Ticagrelor Not Superior to Clopidogrel for Reducing Cardiovascular Events

In the largest study of patients with peripheral artery disease (PAD), ticagrelor was not superior to clopidogrel in reducing cardiovascular events. The safety profile of the 2 drugs was comparable, with both drugs having similar rates of major bleeding.

The study was simultaneously published online in the New England Journal of Medicine and presented by Manesh R. Patel, MD, chief of the Duke Division of Cardiology, at the Scientific Sessions of the American Heart Association held November 12 to 16, 2016, in New Orleans, LA.

Coauthors of the study from Duke included Gretchen Heizer, MS, W. Schuyler Jones, MD, and Craig Reist, PhD.

Ticagrelor is approved for use in patients with acute coronary syndrome and post–myocardial infarction (MI) based on the findings of studies in which the combination of ticagrelor and aspirin showed evidence of benefiting patients with PAD.
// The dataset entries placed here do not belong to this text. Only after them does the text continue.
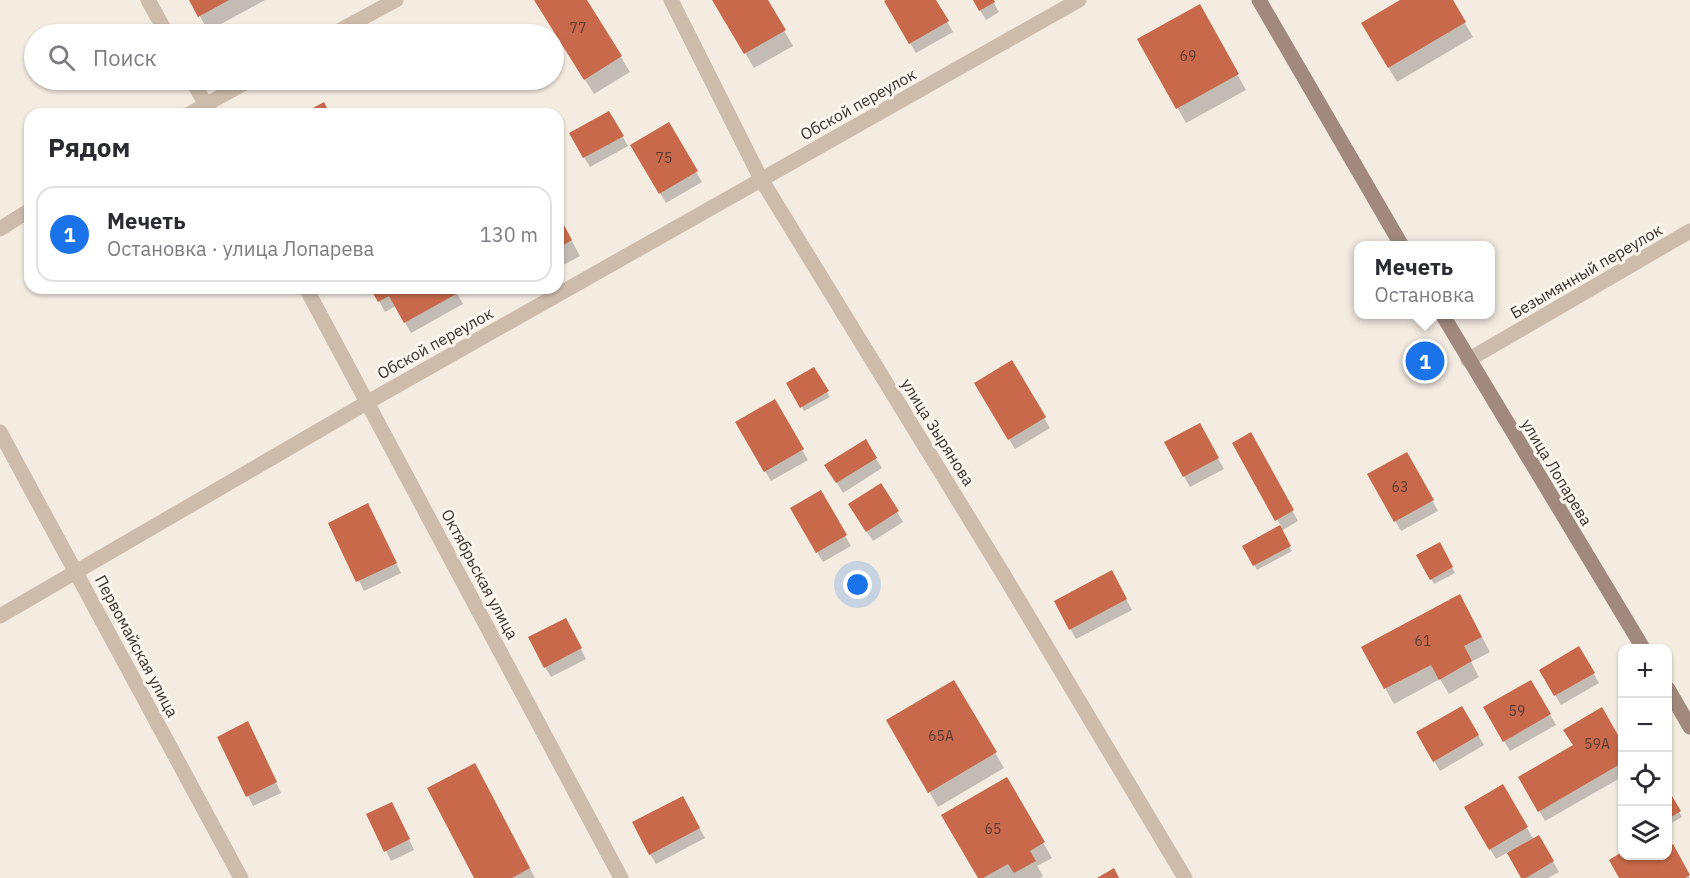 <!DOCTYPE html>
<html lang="ru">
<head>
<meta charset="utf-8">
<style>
  :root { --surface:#fff; --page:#f2f2f3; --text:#2b2b33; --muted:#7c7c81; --line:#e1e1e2; --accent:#1a73e8 }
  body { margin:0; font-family:"IBM Plex Sans",sans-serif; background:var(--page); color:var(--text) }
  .controls { position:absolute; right:18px; bottom:18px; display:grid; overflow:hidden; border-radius:12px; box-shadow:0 2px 4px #0004 }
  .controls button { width:54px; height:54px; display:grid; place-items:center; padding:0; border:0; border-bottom:2px solid var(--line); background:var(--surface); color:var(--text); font:30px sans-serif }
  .you { position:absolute; left:858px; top:585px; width:21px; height:21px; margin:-15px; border:4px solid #fff; border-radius:50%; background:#1a73e8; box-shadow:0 0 0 9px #1a73e833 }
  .badge { display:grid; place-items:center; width:39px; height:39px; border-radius:50%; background:var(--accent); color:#fff; font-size:20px; font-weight:700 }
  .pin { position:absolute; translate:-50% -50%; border:3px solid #fff; box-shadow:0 2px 6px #0006 }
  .popup { position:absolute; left:1354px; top:241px; width:141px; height:78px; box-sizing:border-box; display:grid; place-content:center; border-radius:12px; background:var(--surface); filter:drop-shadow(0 2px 4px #0005); font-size:20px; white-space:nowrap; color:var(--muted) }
  .popup b { font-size:22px; color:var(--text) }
  .popup::after { content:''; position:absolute; left:50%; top:100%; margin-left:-12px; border:12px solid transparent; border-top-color:var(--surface) }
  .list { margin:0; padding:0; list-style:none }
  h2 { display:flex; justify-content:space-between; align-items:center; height:78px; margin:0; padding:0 24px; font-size:26px }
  h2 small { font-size:20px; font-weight:400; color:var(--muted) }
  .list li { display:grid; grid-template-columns:39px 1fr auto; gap:18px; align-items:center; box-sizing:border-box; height:96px; margin:0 12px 12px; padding:0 12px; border:2px solid var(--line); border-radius:18px }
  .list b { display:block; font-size:22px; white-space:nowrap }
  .list p { margin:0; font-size:20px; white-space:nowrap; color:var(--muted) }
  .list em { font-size:20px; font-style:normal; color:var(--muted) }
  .icon { flex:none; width:33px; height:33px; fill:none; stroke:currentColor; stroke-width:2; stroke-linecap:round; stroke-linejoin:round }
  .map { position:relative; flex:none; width:1690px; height:878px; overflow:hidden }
  .search { position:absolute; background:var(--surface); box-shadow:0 2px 4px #0004; left:24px; top:24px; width:540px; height:66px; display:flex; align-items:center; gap:15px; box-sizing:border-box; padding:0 21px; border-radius:33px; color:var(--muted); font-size:22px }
  .panel { position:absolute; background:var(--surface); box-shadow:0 2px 4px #0004; left:24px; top:108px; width:540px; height:186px; border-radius:18px }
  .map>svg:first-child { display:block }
</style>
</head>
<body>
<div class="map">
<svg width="1690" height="878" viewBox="0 0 1690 878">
  <rect width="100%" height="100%" fill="#f4ebe1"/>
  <path fill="#0003" d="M191,0H265L208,31Z
    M535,0H586L630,72L594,94Z
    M714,0H766L793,46L754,68Z
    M889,0H935L953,32L916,53L886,2Z
    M974,0H992L999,12L986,20Z
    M1403,0H1451L1473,37L1397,82L1363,23Z
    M1199,6L1246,90L1186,123L1139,39Z
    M609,113L628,146L590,167L571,134Z
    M668,124L702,182L666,203L632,146Z
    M558,216L580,256L558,268Z
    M372,288H454L463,304L411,333L396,306L385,312Z
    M1012,363L1050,428L1015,449L976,384Z
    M813,369L830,397L804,411L788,383Z
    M774,401L808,460L771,481L737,423Z
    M1199,425L1224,469L1190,487L1166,443Z
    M1250,434L1298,521L1281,531L1292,551L1257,570L1244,546L1281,526L1234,443Z
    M865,441L882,468L843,493L826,465Z
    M1407,454L1438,511L1401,531L1369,475Z
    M820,492L851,546L823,562L792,509Z
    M897,512L903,522L873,541L856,515Z
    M373,515L401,573L364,591L330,523Z
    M1439,544L1455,573L1434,584L1418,555Z
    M1117,582L1132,610L1076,639L1056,602Z
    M1468,611L1490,652L1471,662L1479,677L1449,694L1440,679L1394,704L1363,648Z
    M571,630L586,659L551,677L545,667Z
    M1579,648L1599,683L1561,705L1541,670Z
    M954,682L1004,768L938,807L888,720Z
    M1531,682L1556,725L1510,751L1485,708Z
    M1462,708L1484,745L1440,771L1418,733Z
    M1602,709L1622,745V777L1545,821L1520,777L1574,746Z
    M253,733L281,793L253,806L219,737Z
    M483,779L535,878H476Z
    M1006,779L1052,858L1037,866L1043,876L1040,878H980Z
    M1503,787L1534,840L1539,837L1559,872L1548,878H1523L1508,852L1496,859L1466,807Z
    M1669,793L1682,817L1668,825V794Z
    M688,808L705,838L656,864L650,854Z
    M397,814L414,850L391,861L368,815Z
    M1672,847L1690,878H1621L1611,860L1622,854V856H1668V849Z"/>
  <path fill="#c8694b" d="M189,0H229L198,17Z
    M534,0H587L622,56L584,80Z
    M712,0H768L786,30L744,54Z
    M886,0H936L949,21L909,44L884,1Z
    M973,0H994L995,2L979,11Z
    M1400,0H1453L1466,22L1388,68L1361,23Z
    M1200,4L1239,74L1176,109L1137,39Z
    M324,102L330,114H302Z
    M609,111L624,136L583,158L569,133Z
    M669,122L698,171L659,194L630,145Z
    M558,214L572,240L558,248Z
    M370,288H455L458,293L404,323L389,296L378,302Z
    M1012,360L1046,417L1008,440L974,383Z
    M814,367L829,391L800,408L786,383Z
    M775,399L804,449L764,472L735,422Z
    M1200,423L1219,458L1183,477L1164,442Z
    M1251,432L1294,510L1275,521L1232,443Z
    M866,439L877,458L836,483L824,465Z
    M1407,452L1434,500L1394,522L1367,474Z
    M881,483L899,511L866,532L848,504Z
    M821,490L847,535L816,553L790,508Z
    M368,503L397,563L356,582L328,523Z
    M1280,525L1291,546L1253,566L1242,546Z
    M1440,542L1453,567L1430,580L1416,555Z
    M1112,570L1127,599L1069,630L1054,601Z
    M1460,594L1482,637L1464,646L1472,661L1439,680L1431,665L1384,689L1361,647Z
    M566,618L582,648L544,668L528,637Z
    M1579,646L1595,673L1554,696L1539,670Z
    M954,680L997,752L928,793L886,720Z
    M1531,680L1551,714L1503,742L1483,707Z
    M1462,706L1479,735L1433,762L1416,732Z
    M1602,707L1622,742V763L1538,812L1518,777L1573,745L1563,730Z
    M248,721L277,782L246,797L217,737Z
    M475,763L530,868L512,878H474L427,788Z
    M1007,777L1045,842L1030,851L1036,861L1014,873L1008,864L983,878H978L941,815Z
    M1503,784L1528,827L1489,850L1464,807Z
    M1669,791L1681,811L1668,819V792Z
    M683,796L700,828L649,855L632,822Z
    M392,802L410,839L384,852L366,814Z
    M1539,835L1554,861L1526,878H1521L1507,853Z
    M1673,844L1690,875L1685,878H1619L1609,860L1622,852V856H1668V848Z
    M1114,868L1119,878H1097Z"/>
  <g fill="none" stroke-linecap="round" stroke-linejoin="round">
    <path stroke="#cdbbac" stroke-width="15" d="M148,0L167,34
      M671,0L761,179L1002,572L1185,878
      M333,34L396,0
      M192,80L211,114
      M189,114L250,80
      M0,229L30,210
      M306,288L621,878
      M1468,360L1690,231
      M0,432L241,878
      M0,616L368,402L1079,0"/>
    <path stroke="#a18a7d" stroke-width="15" d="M1259,0L1402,246
      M1442,314L1643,648
      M1668,689L1690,727"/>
  </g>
  <g text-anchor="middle" stroke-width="6" stroke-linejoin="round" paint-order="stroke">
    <g font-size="14" fill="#5e3e33">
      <text x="578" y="33">77</text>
      <text x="1188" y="61">69</text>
      <text x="664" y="163">75</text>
      <text x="1400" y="492">63</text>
      <text x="1423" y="646">61</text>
      <text x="1517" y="716">59</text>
      <text x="941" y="741">65А</text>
      <text x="1597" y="749">59А</text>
      <text x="993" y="834">65</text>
    </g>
    <g font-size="16" fill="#3b302b" stroke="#fbf5ee">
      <text transform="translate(858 104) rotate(-29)" y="6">Обской переулок</text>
      <text transform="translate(1586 271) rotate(-30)" y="6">Безымянный переулок</text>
      <text transform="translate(435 343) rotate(-29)" y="6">Обской переулок</text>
      <text transform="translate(938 432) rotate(58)" y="6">улица Зырянова</text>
      <text transform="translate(1557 472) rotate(59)" y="6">улица Лопарева</text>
      <text transform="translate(480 574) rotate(62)" y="6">Октябрьская улица</text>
      <text transform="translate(137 646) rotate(62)" y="6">Первомайская улица</text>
    </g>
  </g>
</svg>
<div class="controls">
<button>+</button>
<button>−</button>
<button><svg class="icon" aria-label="locate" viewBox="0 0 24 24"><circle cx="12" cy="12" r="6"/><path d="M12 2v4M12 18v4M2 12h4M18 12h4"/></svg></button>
<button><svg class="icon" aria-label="layers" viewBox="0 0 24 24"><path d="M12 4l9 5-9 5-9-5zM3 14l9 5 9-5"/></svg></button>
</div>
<div class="you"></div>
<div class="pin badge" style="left:1425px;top:361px">1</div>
<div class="popup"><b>Мечеть</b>Остановка</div>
<div class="search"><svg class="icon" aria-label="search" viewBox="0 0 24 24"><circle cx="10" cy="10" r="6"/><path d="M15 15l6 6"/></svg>Поиск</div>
<section class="panel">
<h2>Рядом<small></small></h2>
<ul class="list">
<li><span class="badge">1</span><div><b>Мечеть</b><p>Остановка · улица Лопарева</p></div><em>130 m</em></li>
</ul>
</section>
</div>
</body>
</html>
“Given the initial evidence, ticagrelor was considered a novel and potent agent with potential benefit in patients with PAD,” said Patel. “Our trial demonstrates the hazards of extrapolating evidence from coronary artery disease populations to patients with PAD.”

The study included 13,855 patients treated at 811 sites in 28 countries. The patients were randomly assigned to receive twice-daily ticagrelor 90 mg (n = 6,930) or once-daily clopidogrel 75 mg (n = 6,955). The primary efficacy end point was a composite of cardiovascular death, MI, or ischemic stroke, and the primary safety end point was major bleeding.

Patients with symptomatic PAD were eligible for the trial if they had an abnormal ankle-brachial index of 0.80 or less or revascularization in their lower extremities. Patients were excluded if they were determined to be poor metabolizers of clopidogrel (homozygous for CYP2C19 mutation).

The composite rates of cardiovascular death, MI, or ischemic stroke were 10.8% in the ticagrelor group and 10.6% in the clopidogrel group. No significant difference was observed between the 2 groups in terms of cardiovascular-related death or MI alone (Table).

Table. Efficacy Outcomes

Outcome Ticagrelor (n = 6,930), n (%) Clopidogrel (n = 6,955), n (%) HR
(95% CI)
P Value 
Primary outcomea 751 (10.8) 740 (10.6) 1.02 (0.92-1.13) .65
Cardiovascular death 363 (5.2) 343 (4.9) 1.07 (0.92-1.23) .40
MI 349 (5.0) 334 (4.8) 1.06 (0.91-1.23) .48
Ischemic stroke 131 (1.9) 169 (2.4) 0.78 (0.62-0.98) .03
Key secondary outcomeb 839 (12.1) 833 (12.0) 1.02 (0.92-1.12) .74

aComposite of cardiovascular death, MI, or ischemic stroke.
bComposite of cardiovascular death, MI, ischemic stroke, or acute limb ischemia requiring hospitalization.
CI = confidence interval, HR = hazard ratio, MI = myocardial infarction.

Ticagrelor was shown to be more effective than clopidogrel in patients with a history of coronary or carotid revascularization or a history of coronary stent implantation.

In terms of safety, the rate of major bleeding was the same for both groups (1.6%). However, Patel noted that ticagrelor was associated with a higher rate of adverse events leading to discontinuation. Dyspnea led to discontinuation in 4.8% of study participants assigned to ticagrelor compared with 0.8% assigned to clopidogrel (P < .001), and bleeding led to treatment discontinuation in 2.4% and 1.6%, respectively (P < .001).

Patel reported that the findings demonstrate that ticagrelor could be considered a reasonable alternative for patients who could not take clopidogrel, but new treatments are needed to give patients more options.

“There are limited antithrombotic medical options for patients with PAD,” said Patel. “Future trials should evaluate well-defined PAD populations and take into account the procedures, drugs, and devices used to treat symptomatic PAD.”

This trial received funding from AstraZeneca.

Source: Patel MR; EUCLID Executive and Steering Committee and Investigators. Effects of ticagrelor compared with clopidogrel in patients with PAD (EUCLID). Presented at: American Heart Association Scientific Sessions 2016; November 12-16, 2016; New Orleans, LA. Abstract LBCT.01.